Menguak Jejak Bunga Rafflesia di Nusakambangan, Penemunya Bukan Raffles
Bunga Rafflesia Arnoldi ternyata bukan ditemukan pertama kali oleh Raffles di Bengkulu. Ada sumber yang menyatakan kalau bunga ini ditemukan di Nusakambangan.
Penemunya bukan Raffles
Menguak Jejak Bunga Rafflesia di Nusakambangan
Bunga Rafflesia Arnoldi merupakan salah satu tanaman khas Indonesia. Namun bunga ini menyimpan sisi misteriusnya tersendiri.
Tidak ada daun, batang, dan akar pada bunga ini. Itulah mengapa para ahli menilai bunga ini cukup unik
Tidak seperti bunga pada umumnya, Rafflesia Arnoldi hanya berupa kuncup atau bunga mekar.

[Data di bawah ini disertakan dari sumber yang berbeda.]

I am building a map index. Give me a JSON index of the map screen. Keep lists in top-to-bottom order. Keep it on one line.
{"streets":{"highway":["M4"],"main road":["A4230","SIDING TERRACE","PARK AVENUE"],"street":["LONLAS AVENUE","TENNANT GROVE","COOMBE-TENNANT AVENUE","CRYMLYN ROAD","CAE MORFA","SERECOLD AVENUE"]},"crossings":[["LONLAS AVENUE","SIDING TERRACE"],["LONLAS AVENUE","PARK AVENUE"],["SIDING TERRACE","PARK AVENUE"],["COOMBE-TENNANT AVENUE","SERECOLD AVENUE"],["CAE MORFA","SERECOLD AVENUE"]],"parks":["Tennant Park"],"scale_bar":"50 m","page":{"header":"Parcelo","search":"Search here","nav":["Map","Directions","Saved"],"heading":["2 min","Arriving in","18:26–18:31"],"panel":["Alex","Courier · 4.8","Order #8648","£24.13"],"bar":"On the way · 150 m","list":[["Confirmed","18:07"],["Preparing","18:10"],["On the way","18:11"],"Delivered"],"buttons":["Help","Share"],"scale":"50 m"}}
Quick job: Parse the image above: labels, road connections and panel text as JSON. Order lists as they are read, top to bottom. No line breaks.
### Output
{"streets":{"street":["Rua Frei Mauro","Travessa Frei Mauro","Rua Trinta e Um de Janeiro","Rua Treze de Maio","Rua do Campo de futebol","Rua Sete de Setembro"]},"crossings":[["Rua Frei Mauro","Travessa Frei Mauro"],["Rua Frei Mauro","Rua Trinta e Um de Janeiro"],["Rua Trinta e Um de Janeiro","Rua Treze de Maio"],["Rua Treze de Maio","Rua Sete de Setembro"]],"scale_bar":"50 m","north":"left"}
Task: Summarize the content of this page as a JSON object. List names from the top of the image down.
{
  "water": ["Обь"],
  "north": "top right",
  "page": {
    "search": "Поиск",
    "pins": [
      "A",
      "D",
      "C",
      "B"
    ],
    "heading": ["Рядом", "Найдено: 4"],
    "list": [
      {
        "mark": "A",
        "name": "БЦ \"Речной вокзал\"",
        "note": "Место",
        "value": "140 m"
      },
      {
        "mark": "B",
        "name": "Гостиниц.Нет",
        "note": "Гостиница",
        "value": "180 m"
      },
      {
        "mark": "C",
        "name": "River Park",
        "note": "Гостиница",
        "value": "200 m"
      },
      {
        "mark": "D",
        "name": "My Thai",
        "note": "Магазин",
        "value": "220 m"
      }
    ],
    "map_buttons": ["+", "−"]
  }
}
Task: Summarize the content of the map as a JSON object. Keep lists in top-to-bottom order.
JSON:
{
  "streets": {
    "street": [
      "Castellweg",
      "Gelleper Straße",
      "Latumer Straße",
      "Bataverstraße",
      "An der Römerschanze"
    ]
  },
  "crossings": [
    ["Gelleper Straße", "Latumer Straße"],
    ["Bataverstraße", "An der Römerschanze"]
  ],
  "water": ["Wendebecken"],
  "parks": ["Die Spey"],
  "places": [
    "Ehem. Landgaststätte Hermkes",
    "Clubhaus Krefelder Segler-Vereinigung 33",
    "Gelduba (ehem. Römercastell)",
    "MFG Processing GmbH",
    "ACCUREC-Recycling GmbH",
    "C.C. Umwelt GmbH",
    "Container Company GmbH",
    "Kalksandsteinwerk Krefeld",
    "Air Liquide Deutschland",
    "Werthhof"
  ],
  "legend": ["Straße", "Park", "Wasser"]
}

Banyak sumber yang menyebut bahwa bunga ini pertama kali ditemukan di Bengkulu. Namun ada juga yang menyebut kalau bunga itu pertama kali ditemukan pada abad ke-18 di Pulau Nusakambangan.
Uniknya walaupun dinamakan Rafflesia, orang yang pertama kali menemukan bunga bangkai ini bukanlah Thomas Stamford Raffles, Gubernur Hindia Belanda waktu itu, melainkan seorang dokter dan penjelajah asal Prancis, Louis Aguste Deschamps.
a berlayar dan menjelajah ke Jawa pada akhir abad ke-18. Deschamp sempat ditangkap oleh Belanda. Namun akhirnya ia tidak ditahan. Oleh Gubernur Jenderal waktu itu Van Overstraten, ia justru diminta untuk melakukan ekspedisi di Pulau Jawa selama tiga tahun dari 1791 sampai dengan 1794.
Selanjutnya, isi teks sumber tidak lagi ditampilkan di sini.